5. Considerações finais

Às vésperas de 2015, ainda há muito a se caminhar para a consecução dos


ODM’s propugnados pelas Nações Unidas, embora tenha havido avanços em muitos
países. Tanto o diagnóstico dos obstáculos enfrentados quanto as estratégias a serem
adotadas após 2015 devem levar em conta a questão da instrumentalização mais
adequada das metas do milênio.
Considerar os ODM’s como mero soft law, embora estratégico para disseminá-
los de uma forma “macia”, com o mínimo de constrangimento aos eventuais
colaboradores, implica invariavelmente colocá-los na condição de temas globais
acessórios. Parece equivocado o ponto de vista segundo o qual os temais globais
urgentes requerem instrumentalização suave, pois os resultados a serem buscados
dependerão, cedo ou tarde, em larga medida, da possibilidade de constrangimento e
responsabilização dos sujeitos (entes estatais).

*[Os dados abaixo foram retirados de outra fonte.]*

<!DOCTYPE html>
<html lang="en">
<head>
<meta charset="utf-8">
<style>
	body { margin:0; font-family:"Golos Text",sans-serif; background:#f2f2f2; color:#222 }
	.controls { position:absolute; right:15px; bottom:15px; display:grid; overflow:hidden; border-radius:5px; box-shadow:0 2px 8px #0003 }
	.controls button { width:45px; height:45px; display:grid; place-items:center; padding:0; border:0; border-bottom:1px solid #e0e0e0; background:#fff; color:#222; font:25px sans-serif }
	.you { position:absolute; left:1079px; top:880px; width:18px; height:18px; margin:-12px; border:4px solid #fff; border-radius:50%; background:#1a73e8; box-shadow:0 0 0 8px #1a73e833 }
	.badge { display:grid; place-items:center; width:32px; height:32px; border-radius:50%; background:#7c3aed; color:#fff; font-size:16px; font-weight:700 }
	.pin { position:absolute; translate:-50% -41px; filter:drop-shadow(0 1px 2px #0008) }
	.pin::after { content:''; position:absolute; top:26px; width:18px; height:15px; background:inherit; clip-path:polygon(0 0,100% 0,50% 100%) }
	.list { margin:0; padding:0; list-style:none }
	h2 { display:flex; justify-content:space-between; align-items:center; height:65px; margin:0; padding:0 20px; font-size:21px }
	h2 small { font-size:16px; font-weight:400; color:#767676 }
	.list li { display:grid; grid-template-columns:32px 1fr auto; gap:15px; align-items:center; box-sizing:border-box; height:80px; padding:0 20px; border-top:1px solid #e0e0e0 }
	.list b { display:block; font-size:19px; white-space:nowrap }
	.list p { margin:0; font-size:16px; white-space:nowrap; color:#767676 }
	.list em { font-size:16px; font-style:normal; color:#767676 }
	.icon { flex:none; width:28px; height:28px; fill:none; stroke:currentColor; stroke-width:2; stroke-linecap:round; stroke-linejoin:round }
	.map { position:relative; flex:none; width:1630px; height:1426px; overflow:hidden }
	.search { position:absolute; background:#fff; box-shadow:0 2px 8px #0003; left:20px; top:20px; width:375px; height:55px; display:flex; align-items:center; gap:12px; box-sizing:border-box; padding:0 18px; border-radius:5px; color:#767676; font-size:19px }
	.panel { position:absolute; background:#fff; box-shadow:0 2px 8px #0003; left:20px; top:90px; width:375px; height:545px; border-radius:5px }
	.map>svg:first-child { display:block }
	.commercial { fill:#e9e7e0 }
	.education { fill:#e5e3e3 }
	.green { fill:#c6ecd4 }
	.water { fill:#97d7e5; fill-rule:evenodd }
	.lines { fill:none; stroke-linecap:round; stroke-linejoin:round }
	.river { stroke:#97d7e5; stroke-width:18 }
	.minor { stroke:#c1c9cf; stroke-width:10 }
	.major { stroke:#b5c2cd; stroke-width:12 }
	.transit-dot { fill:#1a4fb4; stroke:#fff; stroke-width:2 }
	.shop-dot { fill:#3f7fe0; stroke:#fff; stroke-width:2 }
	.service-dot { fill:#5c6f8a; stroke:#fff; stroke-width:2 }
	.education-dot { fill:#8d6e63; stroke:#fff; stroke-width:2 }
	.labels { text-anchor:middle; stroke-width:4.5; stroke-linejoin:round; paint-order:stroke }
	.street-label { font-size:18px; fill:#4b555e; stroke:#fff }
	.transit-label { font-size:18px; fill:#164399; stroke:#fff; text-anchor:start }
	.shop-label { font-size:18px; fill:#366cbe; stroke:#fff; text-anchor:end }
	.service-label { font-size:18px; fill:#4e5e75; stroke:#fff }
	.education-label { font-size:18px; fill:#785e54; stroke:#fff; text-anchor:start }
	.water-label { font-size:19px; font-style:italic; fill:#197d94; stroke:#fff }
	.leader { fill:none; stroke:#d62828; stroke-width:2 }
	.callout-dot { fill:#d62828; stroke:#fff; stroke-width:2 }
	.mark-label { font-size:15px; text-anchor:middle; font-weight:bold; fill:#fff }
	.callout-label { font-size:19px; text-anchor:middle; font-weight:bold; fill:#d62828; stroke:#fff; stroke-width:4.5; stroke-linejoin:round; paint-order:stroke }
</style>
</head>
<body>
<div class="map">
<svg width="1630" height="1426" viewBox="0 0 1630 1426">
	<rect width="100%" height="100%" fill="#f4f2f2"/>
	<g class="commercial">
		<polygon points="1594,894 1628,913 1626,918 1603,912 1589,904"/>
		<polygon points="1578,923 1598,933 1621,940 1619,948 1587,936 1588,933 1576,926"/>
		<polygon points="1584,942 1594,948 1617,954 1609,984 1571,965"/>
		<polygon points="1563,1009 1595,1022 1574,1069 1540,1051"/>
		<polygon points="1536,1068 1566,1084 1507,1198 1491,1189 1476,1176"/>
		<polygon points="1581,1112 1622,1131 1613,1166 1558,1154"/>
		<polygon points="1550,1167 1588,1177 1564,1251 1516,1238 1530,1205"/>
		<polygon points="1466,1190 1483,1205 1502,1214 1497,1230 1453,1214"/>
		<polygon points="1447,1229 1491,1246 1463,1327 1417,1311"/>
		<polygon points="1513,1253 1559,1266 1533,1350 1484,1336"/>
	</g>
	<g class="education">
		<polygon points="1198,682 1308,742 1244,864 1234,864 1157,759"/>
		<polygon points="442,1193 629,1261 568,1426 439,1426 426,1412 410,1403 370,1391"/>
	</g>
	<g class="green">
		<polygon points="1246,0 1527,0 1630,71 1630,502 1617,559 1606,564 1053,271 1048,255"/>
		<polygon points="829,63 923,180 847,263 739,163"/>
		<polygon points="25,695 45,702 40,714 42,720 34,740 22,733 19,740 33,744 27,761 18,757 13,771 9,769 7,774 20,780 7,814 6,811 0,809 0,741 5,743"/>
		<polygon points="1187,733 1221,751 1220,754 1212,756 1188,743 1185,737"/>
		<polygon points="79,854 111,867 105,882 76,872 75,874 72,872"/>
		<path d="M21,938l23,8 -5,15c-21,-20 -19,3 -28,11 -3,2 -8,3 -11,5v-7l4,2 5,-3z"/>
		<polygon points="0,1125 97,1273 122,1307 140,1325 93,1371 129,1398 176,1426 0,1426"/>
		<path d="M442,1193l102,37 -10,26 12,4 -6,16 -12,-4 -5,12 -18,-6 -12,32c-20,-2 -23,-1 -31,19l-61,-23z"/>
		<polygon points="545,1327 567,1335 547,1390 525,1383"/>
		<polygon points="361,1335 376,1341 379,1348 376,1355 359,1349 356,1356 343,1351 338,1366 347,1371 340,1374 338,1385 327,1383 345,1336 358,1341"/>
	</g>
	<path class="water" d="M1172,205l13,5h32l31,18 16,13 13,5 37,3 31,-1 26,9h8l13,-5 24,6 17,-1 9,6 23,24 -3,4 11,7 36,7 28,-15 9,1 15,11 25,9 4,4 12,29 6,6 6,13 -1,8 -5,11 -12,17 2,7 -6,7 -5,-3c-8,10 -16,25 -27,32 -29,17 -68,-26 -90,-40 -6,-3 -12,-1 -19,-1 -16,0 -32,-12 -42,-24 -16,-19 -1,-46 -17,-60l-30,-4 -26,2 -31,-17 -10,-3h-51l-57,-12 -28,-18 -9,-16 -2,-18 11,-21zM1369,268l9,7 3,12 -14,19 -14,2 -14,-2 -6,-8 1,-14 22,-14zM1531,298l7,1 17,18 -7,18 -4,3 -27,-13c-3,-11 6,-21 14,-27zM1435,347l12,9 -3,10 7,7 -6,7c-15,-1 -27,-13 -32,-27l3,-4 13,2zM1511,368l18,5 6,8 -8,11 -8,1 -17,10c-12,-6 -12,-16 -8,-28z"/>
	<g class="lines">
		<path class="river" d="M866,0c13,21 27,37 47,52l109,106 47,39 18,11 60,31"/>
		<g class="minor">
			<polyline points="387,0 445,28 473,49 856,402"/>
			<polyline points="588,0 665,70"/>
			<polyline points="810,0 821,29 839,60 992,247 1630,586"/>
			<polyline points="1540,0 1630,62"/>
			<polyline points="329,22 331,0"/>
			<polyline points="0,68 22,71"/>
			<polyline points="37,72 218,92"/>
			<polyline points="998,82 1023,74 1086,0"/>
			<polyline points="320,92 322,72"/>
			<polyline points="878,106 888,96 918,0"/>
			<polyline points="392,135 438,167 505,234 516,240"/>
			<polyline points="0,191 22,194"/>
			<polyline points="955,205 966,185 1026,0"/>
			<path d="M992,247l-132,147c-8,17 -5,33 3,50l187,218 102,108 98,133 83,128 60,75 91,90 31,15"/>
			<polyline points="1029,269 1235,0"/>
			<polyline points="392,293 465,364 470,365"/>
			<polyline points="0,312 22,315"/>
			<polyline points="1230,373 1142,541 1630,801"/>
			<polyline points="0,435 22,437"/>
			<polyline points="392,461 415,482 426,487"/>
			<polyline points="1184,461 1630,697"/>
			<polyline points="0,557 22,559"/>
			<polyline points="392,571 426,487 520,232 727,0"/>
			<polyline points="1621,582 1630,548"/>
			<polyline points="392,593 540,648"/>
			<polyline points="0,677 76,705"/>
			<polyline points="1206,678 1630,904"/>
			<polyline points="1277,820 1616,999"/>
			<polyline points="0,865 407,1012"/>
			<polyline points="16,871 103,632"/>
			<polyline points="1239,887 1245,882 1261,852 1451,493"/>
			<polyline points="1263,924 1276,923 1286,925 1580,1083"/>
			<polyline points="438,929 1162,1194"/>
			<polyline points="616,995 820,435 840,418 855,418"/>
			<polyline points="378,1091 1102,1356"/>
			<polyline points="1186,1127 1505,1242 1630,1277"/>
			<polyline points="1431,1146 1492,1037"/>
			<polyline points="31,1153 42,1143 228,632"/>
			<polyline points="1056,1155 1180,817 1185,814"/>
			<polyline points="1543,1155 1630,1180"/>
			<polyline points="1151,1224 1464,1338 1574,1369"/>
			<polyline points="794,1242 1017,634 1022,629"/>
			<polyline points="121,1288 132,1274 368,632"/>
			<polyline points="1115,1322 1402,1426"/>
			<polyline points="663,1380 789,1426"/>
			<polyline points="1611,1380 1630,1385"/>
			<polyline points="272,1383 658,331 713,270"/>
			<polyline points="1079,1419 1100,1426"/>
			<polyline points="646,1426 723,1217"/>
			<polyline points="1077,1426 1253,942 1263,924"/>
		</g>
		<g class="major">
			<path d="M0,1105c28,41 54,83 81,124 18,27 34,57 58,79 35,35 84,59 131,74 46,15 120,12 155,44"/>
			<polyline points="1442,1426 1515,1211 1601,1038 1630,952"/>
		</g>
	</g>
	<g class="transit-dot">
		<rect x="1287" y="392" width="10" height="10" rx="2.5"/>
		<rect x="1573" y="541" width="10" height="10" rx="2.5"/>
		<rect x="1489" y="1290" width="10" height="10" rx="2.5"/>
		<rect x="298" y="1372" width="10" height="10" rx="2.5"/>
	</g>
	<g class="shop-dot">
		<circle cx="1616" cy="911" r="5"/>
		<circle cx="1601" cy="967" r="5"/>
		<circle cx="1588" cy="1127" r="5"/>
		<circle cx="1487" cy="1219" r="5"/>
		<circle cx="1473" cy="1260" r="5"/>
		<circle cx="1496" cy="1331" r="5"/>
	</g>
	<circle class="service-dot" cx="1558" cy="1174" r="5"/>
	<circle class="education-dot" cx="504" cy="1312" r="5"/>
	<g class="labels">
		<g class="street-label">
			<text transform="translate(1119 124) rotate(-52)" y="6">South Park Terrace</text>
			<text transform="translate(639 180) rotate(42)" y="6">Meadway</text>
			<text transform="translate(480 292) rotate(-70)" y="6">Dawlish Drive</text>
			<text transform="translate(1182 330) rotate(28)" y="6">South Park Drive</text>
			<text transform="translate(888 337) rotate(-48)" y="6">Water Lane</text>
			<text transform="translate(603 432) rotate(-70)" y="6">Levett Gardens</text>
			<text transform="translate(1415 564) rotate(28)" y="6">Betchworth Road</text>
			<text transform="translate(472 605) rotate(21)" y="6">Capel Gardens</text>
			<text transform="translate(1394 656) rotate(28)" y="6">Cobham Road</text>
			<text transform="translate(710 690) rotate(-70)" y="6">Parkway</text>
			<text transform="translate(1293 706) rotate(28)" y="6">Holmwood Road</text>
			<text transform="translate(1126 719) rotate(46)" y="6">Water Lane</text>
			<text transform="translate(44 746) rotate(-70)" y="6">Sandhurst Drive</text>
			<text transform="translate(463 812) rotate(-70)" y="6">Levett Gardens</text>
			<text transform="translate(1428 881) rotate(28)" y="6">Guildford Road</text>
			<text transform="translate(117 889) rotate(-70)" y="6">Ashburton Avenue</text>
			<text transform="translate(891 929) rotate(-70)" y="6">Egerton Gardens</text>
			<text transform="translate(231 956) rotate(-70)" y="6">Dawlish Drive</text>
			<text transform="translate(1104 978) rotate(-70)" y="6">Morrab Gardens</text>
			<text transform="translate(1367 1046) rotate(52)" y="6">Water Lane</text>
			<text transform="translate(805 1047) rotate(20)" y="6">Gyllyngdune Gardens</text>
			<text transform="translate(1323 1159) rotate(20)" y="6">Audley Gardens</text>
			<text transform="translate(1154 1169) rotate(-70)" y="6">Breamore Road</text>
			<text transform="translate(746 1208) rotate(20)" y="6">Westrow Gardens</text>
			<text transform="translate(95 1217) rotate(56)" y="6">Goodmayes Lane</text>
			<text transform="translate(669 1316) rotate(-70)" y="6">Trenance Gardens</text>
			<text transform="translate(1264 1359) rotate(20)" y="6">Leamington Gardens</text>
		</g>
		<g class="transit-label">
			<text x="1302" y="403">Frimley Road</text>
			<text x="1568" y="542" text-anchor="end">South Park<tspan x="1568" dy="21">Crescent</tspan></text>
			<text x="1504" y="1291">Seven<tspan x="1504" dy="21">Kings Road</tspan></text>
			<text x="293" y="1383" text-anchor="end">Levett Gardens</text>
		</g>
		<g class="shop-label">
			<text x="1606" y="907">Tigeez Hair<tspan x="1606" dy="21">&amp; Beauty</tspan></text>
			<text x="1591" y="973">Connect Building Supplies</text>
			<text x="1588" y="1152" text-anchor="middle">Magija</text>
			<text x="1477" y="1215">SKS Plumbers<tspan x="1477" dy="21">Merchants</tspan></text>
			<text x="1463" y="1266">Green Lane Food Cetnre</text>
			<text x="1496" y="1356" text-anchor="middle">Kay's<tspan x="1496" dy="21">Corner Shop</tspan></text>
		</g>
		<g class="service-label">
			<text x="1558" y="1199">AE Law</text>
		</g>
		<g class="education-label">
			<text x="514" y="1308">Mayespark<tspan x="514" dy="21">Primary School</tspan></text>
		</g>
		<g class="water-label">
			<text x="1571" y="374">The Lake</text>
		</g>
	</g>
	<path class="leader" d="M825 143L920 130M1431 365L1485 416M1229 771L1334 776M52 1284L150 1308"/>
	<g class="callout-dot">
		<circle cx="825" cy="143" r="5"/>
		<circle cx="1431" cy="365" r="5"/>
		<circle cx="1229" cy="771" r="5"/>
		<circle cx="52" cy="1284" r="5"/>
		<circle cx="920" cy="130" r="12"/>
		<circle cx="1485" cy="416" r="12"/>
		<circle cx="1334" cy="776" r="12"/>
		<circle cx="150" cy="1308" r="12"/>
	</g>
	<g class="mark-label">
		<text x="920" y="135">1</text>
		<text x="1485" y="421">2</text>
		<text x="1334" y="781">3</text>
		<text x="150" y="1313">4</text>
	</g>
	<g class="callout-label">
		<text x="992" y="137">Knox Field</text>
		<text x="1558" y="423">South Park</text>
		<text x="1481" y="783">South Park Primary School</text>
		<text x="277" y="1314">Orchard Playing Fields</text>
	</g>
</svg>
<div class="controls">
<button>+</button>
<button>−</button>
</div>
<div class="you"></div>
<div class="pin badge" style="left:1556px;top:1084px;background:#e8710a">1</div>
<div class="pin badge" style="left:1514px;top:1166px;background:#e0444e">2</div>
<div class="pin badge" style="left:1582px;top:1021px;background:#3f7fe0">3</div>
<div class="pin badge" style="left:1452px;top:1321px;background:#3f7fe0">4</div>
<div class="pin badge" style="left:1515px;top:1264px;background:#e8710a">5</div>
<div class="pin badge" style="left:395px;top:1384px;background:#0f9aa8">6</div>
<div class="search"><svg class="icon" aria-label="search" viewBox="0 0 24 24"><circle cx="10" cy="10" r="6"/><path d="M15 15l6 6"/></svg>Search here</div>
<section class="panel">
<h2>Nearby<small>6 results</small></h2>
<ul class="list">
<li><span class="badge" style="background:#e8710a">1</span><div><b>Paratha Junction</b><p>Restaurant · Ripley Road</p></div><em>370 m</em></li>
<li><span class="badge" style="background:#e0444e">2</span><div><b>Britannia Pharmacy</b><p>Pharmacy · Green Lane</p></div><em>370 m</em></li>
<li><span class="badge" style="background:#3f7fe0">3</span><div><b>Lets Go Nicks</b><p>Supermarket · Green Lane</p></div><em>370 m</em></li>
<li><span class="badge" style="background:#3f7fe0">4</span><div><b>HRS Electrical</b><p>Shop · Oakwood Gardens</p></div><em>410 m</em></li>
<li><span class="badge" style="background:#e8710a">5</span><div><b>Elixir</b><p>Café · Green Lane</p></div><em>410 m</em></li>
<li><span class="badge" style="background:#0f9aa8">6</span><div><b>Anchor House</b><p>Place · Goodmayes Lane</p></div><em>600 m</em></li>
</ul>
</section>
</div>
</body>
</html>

Por outro lado, é possível que ainda seja prematuro defendê-los como sendo
normas de natureza cogente, de vez que a própria Declaração Universal dos Direitos
Humanos não é consensualmente aceita hoje como jus cogens.
À vista dessas alternativas antípodas, de que os ODM’s devem seguir sendo
instrumentalizados como soft law, ou devem passar a ser defendidos como jus cogens,
talvez o mais razoável seja optar-se pela via dos tratados. Tomando emprestada a
metáfora dos “navios passando na noite”, que Philip Alston (op. cit.) utiliza para falar
do estágio atual do debate sobre direitos humanos e desenvolvimento à luz dos ODM’s,
este artigo defende que, entre Cila (soft law) e Caríbdis (jus cogens), deveria ser eleita a
instrumentalização das metas do milênio pela via convencional (tratados como hard
law) como o curso em que melhor se poderia navegar rumo ao aperfeiçoamento dos
mecanismos de cobrança – e consequente possibilidade de implementação –, bem como
de governança, dos ODM’s no contexto pós-2015.